◆ TASK GOAL:
Copy each line of the records exactly, stopping only after the line that contains "position:absolute; left:15px; top:1188px;" has been written, and leave pictures out.

◆ DATASET RECORDS:
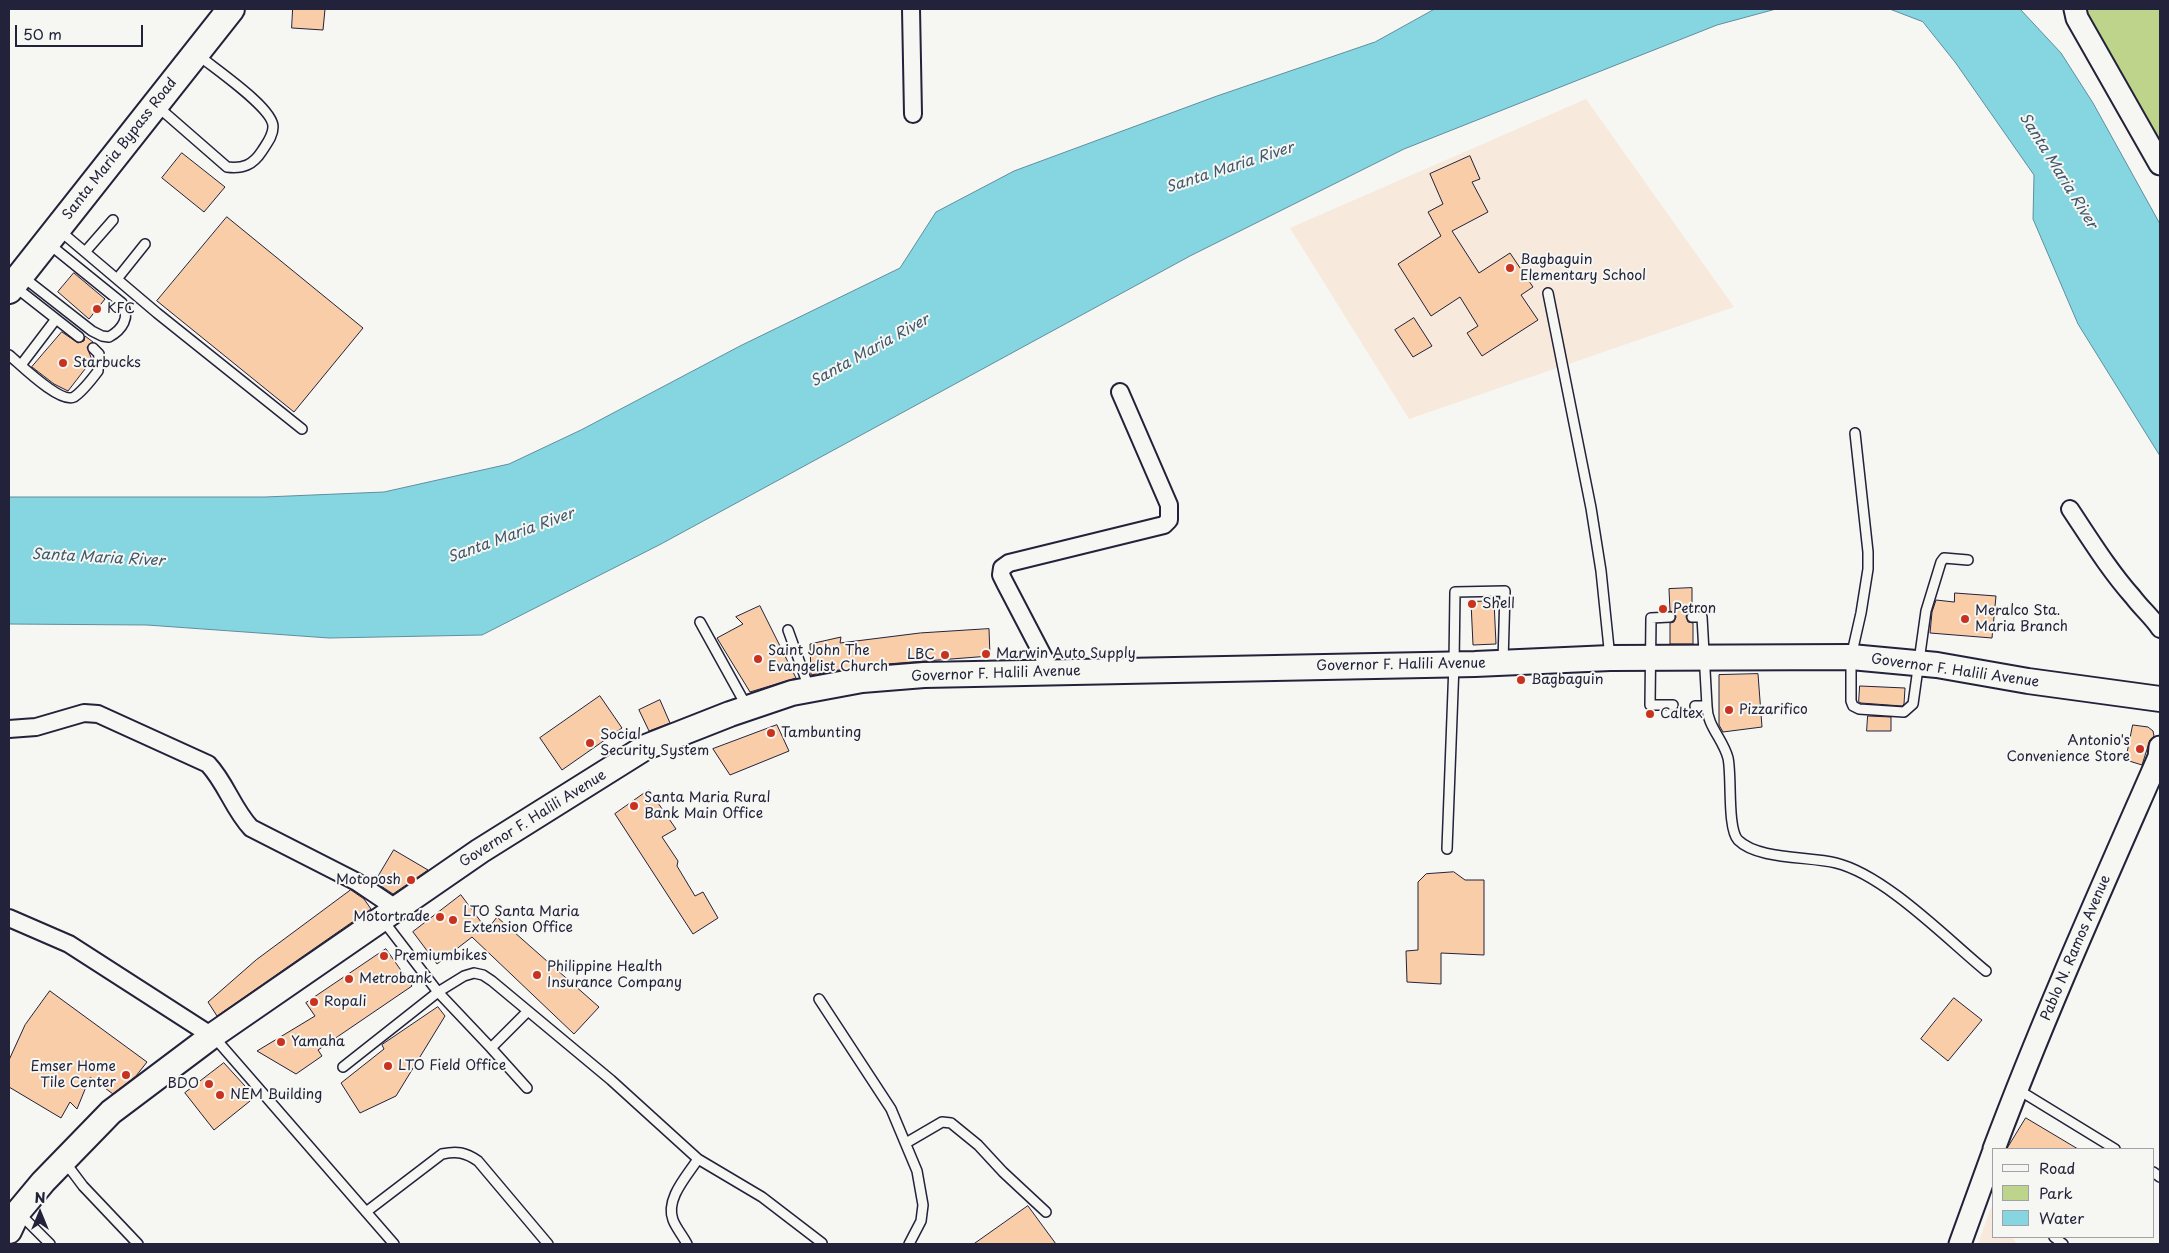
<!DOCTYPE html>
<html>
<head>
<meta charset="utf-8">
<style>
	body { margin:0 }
	#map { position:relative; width:2169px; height:1253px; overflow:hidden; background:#f6f6f2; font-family:"Playpen Sans",sans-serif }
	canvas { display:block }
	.frame { position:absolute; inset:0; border:10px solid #22223b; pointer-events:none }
	.legend { position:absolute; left:1992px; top:1148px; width:162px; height:90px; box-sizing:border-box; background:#f6f6f2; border:1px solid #a1a1a9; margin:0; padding:6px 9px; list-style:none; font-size:15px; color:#22223b }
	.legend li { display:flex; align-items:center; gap:10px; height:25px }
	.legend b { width:25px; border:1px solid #a1a1a9 }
	.north { position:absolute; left:15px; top:1188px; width:50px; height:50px; -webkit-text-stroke:4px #f6f6f2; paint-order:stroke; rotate:0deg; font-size:14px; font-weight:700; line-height:20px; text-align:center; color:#22223b }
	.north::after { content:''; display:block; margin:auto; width:18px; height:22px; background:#22223b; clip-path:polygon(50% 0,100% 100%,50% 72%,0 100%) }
	.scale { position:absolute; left:15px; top:25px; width:128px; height:22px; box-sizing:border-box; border:2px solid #22223b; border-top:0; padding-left:6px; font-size:15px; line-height:18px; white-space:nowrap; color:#22223b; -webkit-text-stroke:4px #f6f6f2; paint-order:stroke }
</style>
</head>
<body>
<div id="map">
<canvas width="2169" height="1253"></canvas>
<div class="frame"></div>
<ul class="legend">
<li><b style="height:6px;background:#f6f6f2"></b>Road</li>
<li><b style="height:14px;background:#bed48b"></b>Park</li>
<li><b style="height:14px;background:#86d6e1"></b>Water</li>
</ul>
<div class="north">N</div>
<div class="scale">50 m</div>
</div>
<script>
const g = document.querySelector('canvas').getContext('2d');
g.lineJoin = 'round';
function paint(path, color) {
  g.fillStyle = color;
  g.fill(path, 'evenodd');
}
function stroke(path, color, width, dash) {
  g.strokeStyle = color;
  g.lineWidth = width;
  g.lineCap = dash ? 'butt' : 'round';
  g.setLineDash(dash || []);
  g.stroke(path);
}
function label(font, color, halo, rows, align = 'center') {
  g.font = font + ' "Playpen Sans",sans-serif';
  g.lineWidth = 4;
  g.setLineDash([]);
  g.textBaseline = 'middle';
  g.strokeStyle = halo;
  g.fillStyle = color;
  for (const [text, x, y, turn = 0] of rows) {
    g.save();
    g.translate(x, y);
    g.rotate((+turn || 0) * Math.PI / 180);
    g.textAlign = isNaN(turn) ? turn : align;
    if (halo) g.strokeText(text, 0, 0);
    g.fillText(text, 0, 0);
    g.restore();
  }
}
paint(new Path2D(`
	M1586 99 1734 307 1409 419 1290 228Z
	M1991 1207 1993 1210V1237H2012L2017 1244H1978Z`), '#f7eadc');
paint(new Path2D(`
	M2083 9H2160V154Z`), '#bed48b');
const water = new Path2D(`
	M1435 9H1776L1717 25 1404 149 1190 256 661 544 482 635 329 638 147 625 9 624V497H265L384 492 509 464 581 430 740 346 900 268 936 212 1014 171 1217 96 1375 42Z
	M1890 9H2020L2061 53 2093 103 2160 224V456L2078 324 2033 219 2034 175 1955 62 1923 22Z`);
paint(water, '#86d6e1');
stroke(water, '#5e8e9f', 1);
const building = new Path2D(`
	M293 9H325L323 30 292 28Z
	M182 153 225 187 204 212 162 178Z
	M1470 156 1480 179 1472 182 1488 212 1452 231 1479 273 1510 253 1533 287 1521 295 1538 320 1482 356 1467 333 1478 326 1460 297 1431 316 1398 264 1441 236 1428 212 1443 204 1430 174Z
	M227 217 363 328 294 412 157 301Z
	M74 273 105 299 89 319 58 292Z
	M1414 318 1432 346 1413 357 1395 330Z
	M62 332 78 343 84 341 85 336 93 342 87 347 92 360 68 391 54 384 32 367Z
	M1692 588V611L1687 613 1686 617 1688 622 1693 623V644H1670V623L1674 622 1676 617 1675 613 1670 611 1669 589Z
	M1955 593 1996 596 1992 638 1930 633 1932 612 1936 600 1954 602Z
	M1494 601 1496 644 1473 645 1471 602Z
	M760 606 796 678 750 692 717 638 743 624 736 617Z
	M989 629 990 656 861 666 811 675 810 644 841 637 840 643 920 633Z
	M1758 674 1762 727 1723 732 1719 725V675Z
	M1860 686 1905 688 1904 704 1902 706 1861 703 1859 702Z
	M600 696 622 728 562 770 540 738Z
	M660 700 670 723 649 731 639 710Z
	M1868 716 1891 717V731H1867Z
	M777 725 789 751 730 775 713 749Z
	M2133 725 2148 727 2153 731 2154 736 2150 740 2142 765 2126 760Z
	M649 790 676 829 662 837 678 861 677 866 695 896 703 892 718 918 693 934 615 814Z
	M394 850 428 870 393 894 375 882Z
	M1454 872 1465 880H1484V955L1441 953V984L1407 982 1406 951 1418 950V882L1426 874Z
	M351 890 364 899 371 909 217 1016 208 1002 256 960Z
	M461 895 487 930 497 917 599 1007 574 1034 472 937 437 964 413 932Z
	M386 949 412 986 318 1050 322 1056 296 1074 257 1051 315 1016 306 1003Z
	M50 991 147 1062 136 1076 113 1094 90 1077 77 1109 70 1102 61 1118 9 1087V1060L25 1025Z
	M1954 998 1982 1020 1948 1061 1921 1039Z
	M438 1007 445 1016 396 1096 360 1113 341 1083 384 1049 382 1045Z
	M224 1063 255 1097 214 1130 185 1093Z
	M2026 1118 2078 1149H2007Z
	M1028 1206 1056 1244H974Z`);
paint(building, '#f9cda8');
stroke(building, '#22223b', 1);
const service = new Path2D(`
	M157 106 227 167C243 169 253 165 262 151 267 143 273 136 273 127 274 108 212 67 197 54
	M59 230 157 313 302 429
	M85 252 113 220
	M23 277 92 331 102 336 109 337C122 330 131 317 122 303L49 244
	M117 279 145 244
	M14 286 79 337
	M1548 293 1591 508 1601 571 1610 658
	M9 355C20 364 60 404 74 397 83 391 92 379 98 371L99 354 93 348
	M21 365 56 319
	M1855 433 1868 552V569L1861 613 1851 657V701L1853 706 1859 709 1904 712 1913 704 1926 611 1941 562 1944 558 1968 560
	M1670 617 1651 618 1650 705H1673
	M1692 617H1702L1707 706H1695
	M700 622 747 707
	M788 630 809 688
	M1707 706C1707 726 1723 739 1728 758 1732 776 1727 828 1738 840 1758 860 1809 856 1836 863 1885 875 1947 939 1986 971
	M1447 849 1454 664 1455 592 1505 591 1503 662
	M819 999 891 1109 917 1171 923 1205 921 1221 909 1244
	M528 1011 491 1048 438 992 464 976 474 973 483 975 492 981 611 1080 698 1159 762 1197 822 1243
	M214 1037 394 1244
	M491 1048 527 1088
	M343 1067 438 992 382 919
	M2017 1089 2115 1149
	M906 1143 942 1122 951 1123 978 1145 1003 1172 1046 1212
	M65 1162 83 1186 138 1244
	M2153 1172 2160 1177
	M366 1212 442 1154C457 1151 465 1152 478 1161L548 1244
	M19 1213 50 1244
	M2054 1237 2063 1244
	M687 1244C683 1236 676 1228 673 1220 665 1199 687 1176 698 1159`);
const minor = new Path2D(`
	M911 9 913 114
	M2070 509C2090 539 2109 570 2133 597 2142 609 2152 617 2160 629
	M1052 673 1005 583 1001 575 1002 568 1009 563 1164 525 1169 520V505L1120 392
	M9 729 36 727 84 713 98 714 208 764C226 783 233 809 251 828L357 882 397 909
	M9 918 69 944 212 1036`);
const tertiary = new Path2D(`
	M2075 9 2077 18 2160 164
	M1994 1149C2044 1016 2102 887 2159 757L2160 747
	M1960 1244 1993 1153`);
const secondary = new Path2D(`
	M9 1231 18 1212 43 1182 111 1112 212 1036 480 851 646 747 730 714 792 693 862 680 924 675 1475 664 1610 658 1851 657 1937 665 2028 681 2160 699`);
const primary = new Path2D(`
	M9 290 231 9`);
stroke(service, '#22223b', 12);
stroke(minor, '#22223b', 20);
stroke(tertiary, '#22223b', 25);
stroke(secondary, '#22223b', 28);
stroke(primary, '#22223b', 30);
stroke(service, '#f6f6f2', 9);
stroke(minor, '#f6f6f2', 16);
stroke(tertiary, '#f6f6f2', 21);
stroke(secondary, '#f6f6f2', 24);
stroke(primary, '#f6f6f2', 26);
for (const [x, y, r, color] of [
	[1510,268,5,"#c8321e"],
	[97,309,5,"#c8321e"],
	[63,363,5,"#c8321e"],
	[1472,604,5,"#c8321e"],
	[1663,609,5,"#c8321e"],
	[1965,619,5,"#c8321e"],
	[986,654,5,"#c8321e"],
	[945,655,5,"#c8321e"],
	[758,659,5,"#c8321e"],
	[1521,680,5,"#c8321e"],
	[1729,710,5,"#c8321e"],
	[1650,714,5,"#c8321e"],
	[771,733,5,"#c8321e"],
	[590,743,5,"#c8321e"],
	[2140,749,5,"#c8321e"],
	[634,806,5,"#c8321e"],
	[411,880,5,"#c8321e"],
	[440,917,5,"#c8321e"],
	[453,920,5,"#c8321e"],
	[384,956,5,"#c8321e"],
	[537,975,5,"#c8321e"],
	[349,979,5,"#c8321e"],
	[314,1002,5,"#c8321e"],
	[281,1042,5,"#c8321e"],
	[388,1066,5,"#c8321e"],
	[126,1075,5,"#c8321e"],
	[209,1084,5,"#c8321e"],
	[220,1095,5,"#c8321e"]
]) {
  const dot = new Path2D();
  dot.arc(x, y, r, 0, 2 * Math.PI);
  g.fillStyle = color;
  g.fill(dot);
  stroke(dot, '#f6f6f2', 2);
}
label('14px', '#22223b', '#f6f6f2', [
	["Santa Maria Bypass Road",120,149,-52],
	["Governor F. Halili Avenue",1401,665,-1],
	["Governor F. Halili Avenue",1955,671,8],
	["Governor F. Halili Avenue",996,674,-2],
	["Governor F. Halili Avenue",533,819,-32],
	["Pablo N. Ramos Avenue",2076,948,-67]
]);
label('14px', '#22223b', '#f6f6f2', [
	["Bagbaguin",1520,260],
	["Elementary School",1520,276],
	["KFC",107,309],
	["Starbucks",73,363],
	["Shell",1482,604],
	["Petron",1673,609],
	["Meralco Sta.",1975,611],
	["Maria Branch",1975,627],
	["Saint John The",768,651],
	["Evangelist Church",768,667],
	["Marwin Auto Supply",996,654],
	["LBC",935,655,"right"],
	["Bagbaguin",1531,680],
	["Pizzarifico",1739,710],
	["Caltex",1660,714],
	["Tambunting",781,733],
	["Social",600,735],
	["Security System",600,751],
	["Antonio's",2130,741,"right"],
	["Convenience Store",2130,757,"right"],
	["Santa Maria Rural",644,798],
	["Bank Main Office",644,814],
	["Motoposh",401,880,"right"],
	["LTO Santa Maria",463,912],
	["Extension Office",463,928],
	["Motortrade",430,917,"right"],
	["Premiumbikes",394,956],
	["Philippine Health",547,967],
	["Insurance Company",547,983],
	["Metrobank",359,979],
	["Ropali",324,1002],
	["Yamaha",291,1042],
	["LTO Field Office",398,1066],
	["Emser Home",116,1067,"right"],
	["Tile Center",116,1083,"right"],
	["BDO",199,1084,"right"],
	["NEM Building",230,1095]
], 'left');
label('italic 15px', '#40586d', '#f6f6f2', [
	["Santa Maria River",1230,168,-18],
	["Santa Maria River",2058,171,58],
	["Santa Maria River",870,351,-29],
	["Santa Maria River",511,536,-20],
	["Santa Maria River",98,558,3]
]);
</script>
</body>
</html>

◆ OUTPUT OF THE EXERCISE:
<!DOCTYPE html>
<html>
<head>
<meta charset="utf-8">
<style>
	body { margin:0 }
	#map { position:relative; width:2169px; height:1253px; overflow:hidden; background:#f6f6f2; font-family:"Playpen Sans",sans-serif }
	canvas { display:block }
	.frame { position:absolute; inset:0; border:10px solid #22223b; pointer-events:none }
	.legend { position:absolute; left:1992px; top:1148px; width:162px; height:90px; box-sizing:border-box; background:#f6f6f2; border:1px solid #a1a1a9; margin:0; padding:6px 9px; list-style:none; font-size:15px; color:#22223b }
	.legend li { display:flex; align-items:center; gap:10px; height:25px }
	.legend b { width:25px; border:1px solid #a1a1a9 }
	.north { position:absolute; left:15px; top:1188px; width:50px; height:50px; -webkit-text-stroke:4px #f6f6f2; paint-order:stroke; rotate:0deg; font-size:14px; font-weight:700; line-height:20px; text-align:center; color:#22223b }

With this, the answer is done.